Consumer Sector

The Local Food System Puzzle: Finding Our Path to Local and Affordable Food

September 25, 2025
By Abha Thakkar, Food Action Plan Consumer Engagement Coordinator

As we move through the Dane County Food Action Plan process and hear from the community about its needs, vision, and hopes for our food system, I keep thinking about the 2012 Dane County Board resolution declaring food as a human right: what does that look like? How do we make that real? For me, as the consumer engagement lead for the project, the Dane County Food Action Plan is an opportunity to explore that commitment and to be strategic about the policies, investments, and organizing we need to get there.

But we keep running into a dilemma: how do we make local food affordable for everyone?

As it is, food is barely accessible for so many of our residents. Many folks can’t find the cultural foods they need. For lack of nearby grocery stores or transportation—public or private—they can’t get to the food they need, and, often, they can’t afford it anyway. We hear that clearly and consistently. And economic instability and inflation mean that people who haven’t historically faced food insecurity are suddenly wondering where their next meal will come from. We have a food access crisis on our hands, and it’s growing.

And, yet, it turns out that the food people can afford—rather than being locally sourced—is food that is mass-produced, highly-processed, and shipped from afar. It has its own trade-offs that are not necessarily good for us in the long run.

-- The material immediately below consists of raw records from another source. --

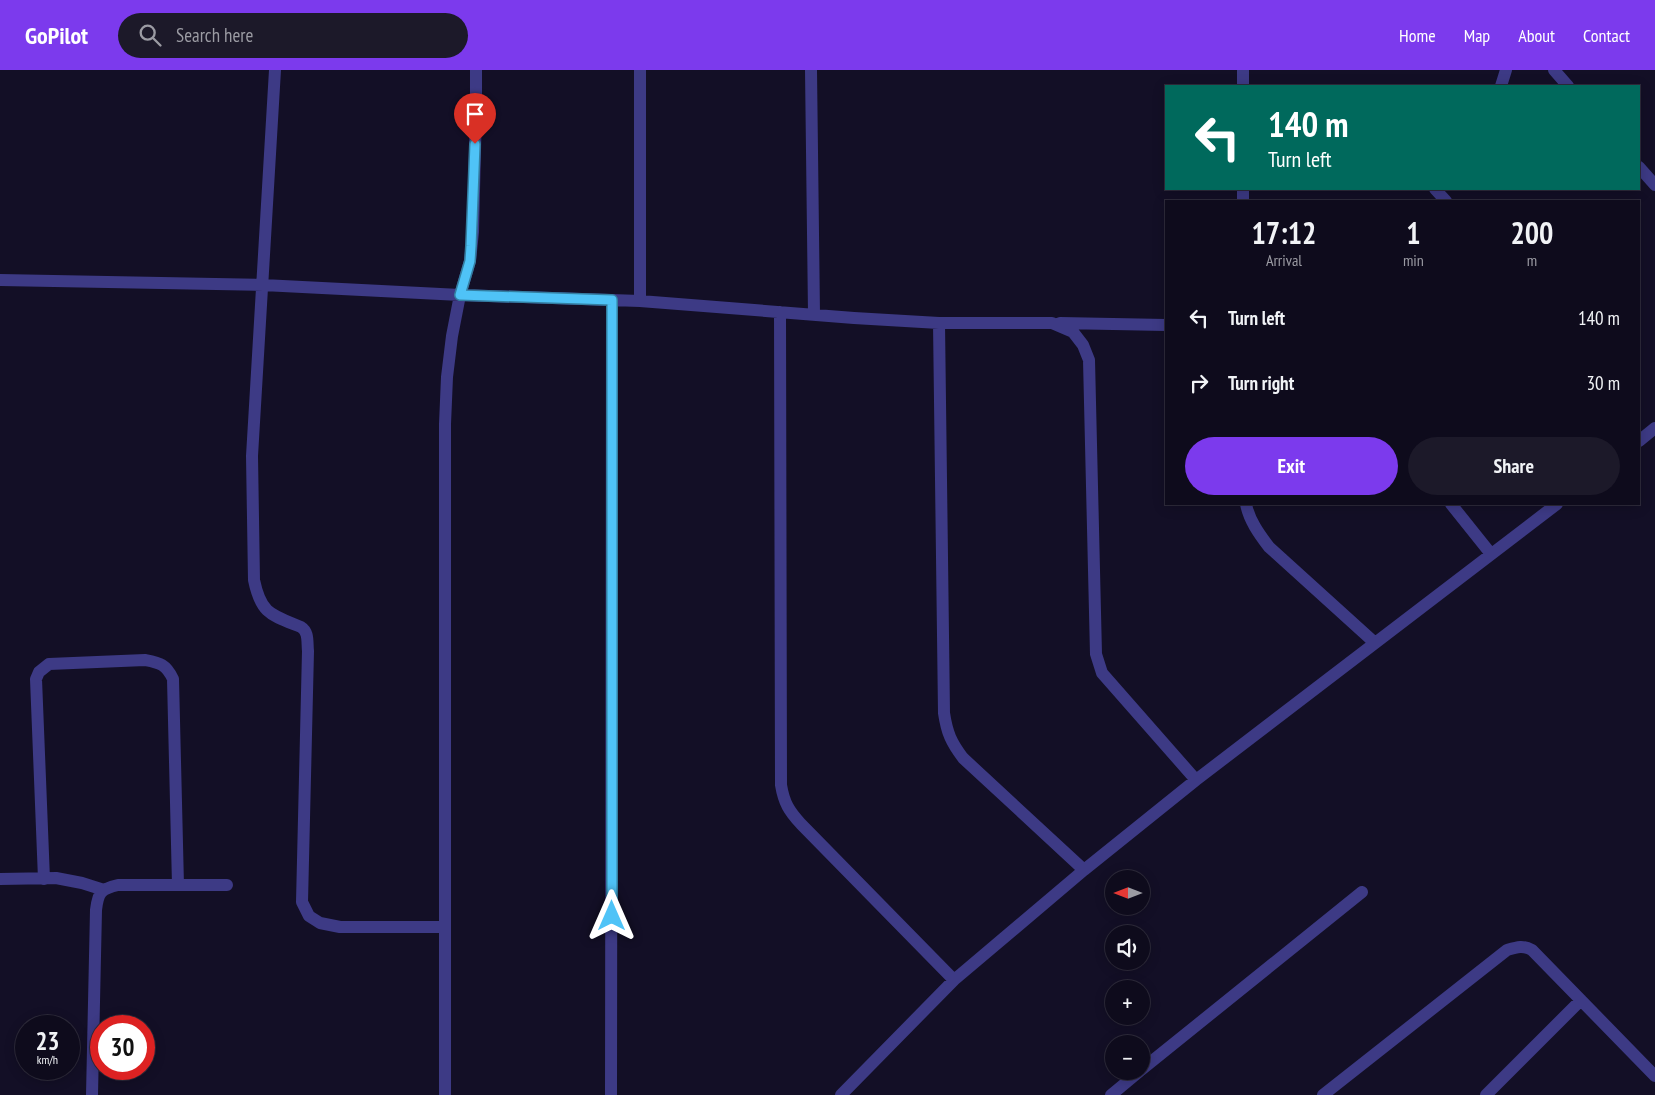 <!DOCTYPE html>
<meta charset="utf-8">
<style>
:root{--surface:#0e0b1c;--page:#1c1929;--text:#f1f3f6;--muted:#9b9ba3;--line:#2e2b3b;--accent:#7c3aed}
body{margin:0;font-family:"PT Sans Narrow",sans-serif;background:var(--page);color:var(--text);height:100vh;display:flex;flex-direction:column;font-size:19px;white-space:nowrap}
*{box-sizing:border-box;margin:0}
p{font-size:16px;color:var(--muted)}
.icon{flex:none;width:28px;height:28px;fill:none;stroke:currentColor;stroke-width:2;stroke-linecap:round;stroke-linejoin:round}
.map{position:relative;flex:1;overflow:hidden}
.drawer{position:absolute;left:1165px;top:130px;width:475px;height:305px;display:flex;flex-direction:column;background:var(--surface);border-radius:0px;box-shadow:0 2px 12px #0003,0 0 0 1px var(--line)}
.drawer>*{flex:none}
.top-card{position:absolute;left:1165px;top:15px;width:475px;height:105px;border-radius:0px;box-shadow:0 2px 12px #0003,0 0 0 1px var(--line);background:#00695c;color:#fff;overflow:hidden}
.needle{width:32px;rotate:270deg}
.fabs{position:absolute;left:1105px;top:800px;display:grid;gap:10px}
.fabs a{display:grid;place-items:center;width:45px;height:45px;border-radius:50%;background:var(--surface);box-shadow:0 2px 12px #0003,0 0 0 1px var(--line);font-size:25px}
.speed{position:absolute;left:15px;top:945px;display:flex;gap:10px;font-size:25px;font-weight:700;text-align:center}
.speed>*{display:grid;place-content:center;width:65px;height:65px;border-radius:50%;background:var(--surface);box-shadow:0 2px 12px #0003,0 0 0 1px var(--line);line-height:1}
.speed small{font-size:12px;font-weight:400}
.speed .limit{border:8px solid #d22;background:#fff;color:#111}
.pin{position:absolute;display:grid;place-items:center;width:42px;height:42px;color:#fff;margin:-51px -21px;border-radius:50% 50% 50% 0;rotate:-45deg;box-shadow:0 0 5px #0007}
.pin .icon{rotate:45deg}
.me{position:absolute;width:55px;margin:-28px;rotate:0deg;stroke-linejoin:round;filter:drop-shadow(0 0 4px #0008)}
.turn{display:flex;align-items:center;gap:18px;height:105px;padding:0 20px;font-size:22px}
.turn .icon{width:65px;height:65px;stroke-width:2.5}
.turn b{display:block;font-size:35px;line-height:42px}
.eta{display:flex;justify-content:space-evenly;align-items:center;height:85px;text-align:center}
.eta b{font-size:30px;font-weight:800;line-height:35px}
.primary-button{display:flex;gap:10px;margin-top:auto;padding:10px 20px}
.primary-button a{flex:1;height:58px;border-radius:30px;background:var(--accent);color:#fff;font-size:20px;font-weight:800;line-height:58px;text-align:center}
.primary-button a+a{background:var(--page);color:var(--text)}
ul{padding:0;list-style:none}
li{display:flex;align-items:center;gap:15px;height:65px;padding:0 20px}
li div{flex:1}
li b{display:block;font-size:19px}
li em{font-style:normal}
header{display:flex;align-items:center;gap:30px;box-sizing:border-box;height:70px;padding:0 25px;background:var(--accent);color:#fff}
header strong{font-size:24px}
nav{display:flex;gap:28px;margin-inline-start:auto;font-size:18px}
.search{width:350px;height:45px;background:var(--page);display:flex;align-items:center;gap:12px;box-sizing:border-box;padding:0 18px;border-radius:28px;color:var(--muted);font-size:19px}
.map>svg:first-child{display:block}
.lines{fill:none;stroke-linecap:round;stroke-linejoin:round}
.street{stroke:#3d3a85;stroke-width:12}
.route-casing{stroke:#337fa1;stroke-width:12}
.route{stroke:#4fc3f7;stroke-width:9}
</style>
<header>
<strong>GoPilot</strong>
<div class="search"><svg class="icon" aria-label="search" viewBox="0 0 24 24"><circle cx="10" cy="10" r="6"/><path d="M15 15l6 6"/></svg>Search here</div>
<nav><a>Home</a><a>Map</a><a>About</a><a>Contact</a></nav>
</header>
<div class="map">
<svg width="1655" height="1025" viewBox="0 0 1655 1025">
<rect width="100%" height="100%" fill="#130f26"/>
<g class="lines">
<!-- street -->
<path class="street" d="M275 0 252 386 254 510C261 544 271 545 301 557 309 562 307 572 308 581L302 832 309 846 320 853 340 857H445
M640 0V231
M811 0 814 244
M1554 0 1568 16
M1243 16V0
M1501 16 1506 0
M1639 97 1655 115
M1435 119 1446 131
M1243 131V119
M0 210 263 215 460 225 640 231 854 248 939 253H1052L1073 262 1083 275 1089 290 1096 584 1102 603 1196 710
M780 242 781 715C784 733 789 741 801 754L954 910
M939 253 944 643C947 663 951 672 963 688L1084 800
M1060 253 1166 255
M1639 371 1655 358
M1246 434C1249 450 1259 464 1269 477L1375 573
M1451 434 1491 484
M0 809 56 808 82 813 104 820
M44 809 36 609 39 602 49 594 145 590C160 593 166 594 173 609L178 815
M1141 1000 1362 822
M92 1025 96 840C98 822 101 819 118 815H227
M445 1025V354L447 307 452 266 460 225 470 191 473 162 476 39V0
M611 1025 612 230
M841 1025 954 910 1084 800 1196 710 1557 434
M1111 1025 1140 1001
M1323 1025 1507 880C1517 877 1523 875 1532 880L1655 1006
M1486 1025 1581 930"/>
</g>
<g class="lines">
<!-- route casing -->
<g class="route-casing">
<path id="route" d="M475 74 471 176 470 191 460 225 612 230V846"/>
</g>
<!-- route -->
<use href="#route" class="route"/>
</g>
</svg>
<div class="fabs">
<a><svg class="needle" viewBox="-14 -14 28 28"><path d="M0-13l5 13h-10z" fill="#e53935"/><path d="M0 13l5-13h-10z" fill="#9b9ba3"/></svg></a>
<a><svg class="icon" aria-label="sound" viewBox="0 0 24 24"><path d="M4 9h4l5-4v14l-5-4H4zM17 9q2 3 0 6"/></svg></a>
<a>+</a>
<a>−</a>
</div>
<div class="speed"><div>23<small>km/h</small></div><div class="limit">30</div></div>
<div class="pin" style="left:475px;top:74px;background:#d93025"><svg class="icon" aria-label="arrive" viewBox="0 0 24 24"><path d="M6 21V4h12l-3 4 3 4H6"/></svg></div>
<svg class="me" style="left:612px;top:846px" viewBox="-20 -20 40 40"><path d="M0-17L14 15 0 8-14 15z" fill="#4fc3f7" stroke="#fff" stroke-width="4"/></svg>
<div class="top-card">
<div class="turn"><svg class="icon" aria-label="left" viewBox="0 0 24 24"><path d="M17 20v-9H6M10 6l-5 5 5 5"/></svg><div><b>140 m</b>Turn left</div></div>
</div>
<section class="drawer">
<div class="eta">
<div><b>17:12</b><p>Arrival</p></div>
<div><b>1</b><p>min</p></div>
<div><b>200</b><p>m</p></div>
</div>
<ul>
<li><svg class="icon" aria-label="left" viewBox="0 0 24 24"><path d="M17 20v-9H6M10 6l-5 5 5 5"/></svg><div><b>Turn left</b></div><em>140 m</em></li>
<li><svg class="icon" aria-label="right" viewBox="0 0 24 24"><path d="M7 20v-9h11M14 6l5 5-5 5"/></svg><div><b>Turn right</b></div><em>30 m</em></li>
</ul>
<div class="primary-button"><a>Exit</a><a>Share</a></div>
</section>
</div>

Our current globalized agriculture system often delivers food at low prices—but only by ignoring its true costs. These “externalities” are paid elsewhere:

  1. Environmental costs such as greenhouse gas emissions, soil erosion, water depletion, and biodiversity loss.
  2. Public health costs from diet-related diseases linked to highly-processed foods and low nutrient density due to long storage and transportation timelines.
  3. Labor costs in the form of underpaid food industry workers and unsafe working conditions.
  4. Community costs as small- and mid-sized farms and producers struggle to compete with industrial-scale producers.

Ultimately, this industrially-produced food has devalued food for all of us—we expect food to be cheap. But that means the people who work in the food industry are often food insecure themselves and don’t have their basic needs met, like health insurance or sick leave. It means that in Dane County alone, according to several national think tanks, we spend $1 billion per year in healthcare costs that stem from food-related chronic disease. And it’s estimated that, due to extractive production and long transportation chains, food systems contribute roughly 30% of global greenhouse gas emissions. We are already seeing countless communities impacted by uncontrolled climate change.

And none of this takes into account the fragility of global supply chains—we saw them grind to a halt during the pandemic, leaving our grocery store shelves empty and product availability unpredictable.

By contrast, local and regional food producers tend to keep value in the community, steward land and water with greater care, and strengthen the resilience of our food supply. But this means that local food often carries a higher price tag—a barrier for households already struggling to put food on the table, especially as the federal government withdraws or threatens to withdraw the food subsidies that many families rely on.

This, in many ways, is the core tension we are navigating as we research strategies to recommend for the Dane County Food Action Plan. But there are proven strategies out there, especially if we are committed to the principle that food is a public good.

For example:

  1. Public or philanthropic investment in land, food aggregation, and transportation infrastructure (meat processing facilities, fruit and vegetable processing facilities, farm infrastructure, etc.) can help lower the costs of local food production while promoting sustainable and just practices.
  2. Local subsidy programs that provide institutions and consumers financial incentives for purchasing food produced within 100 miles while making it possible for local producers to compete with national and global companies.

These are just two market-based possibilities (we’ll explore mutual aid practices in another installment!), and they show us that finding our way through this is going to require strengthened communication and relationships between policy makers, philanthropic partners, consumers, institutions, and food producers all along the regional supply chain.

We have moved forward this work of connecting and coordinating in the planning process. We invite you to join us to continue it.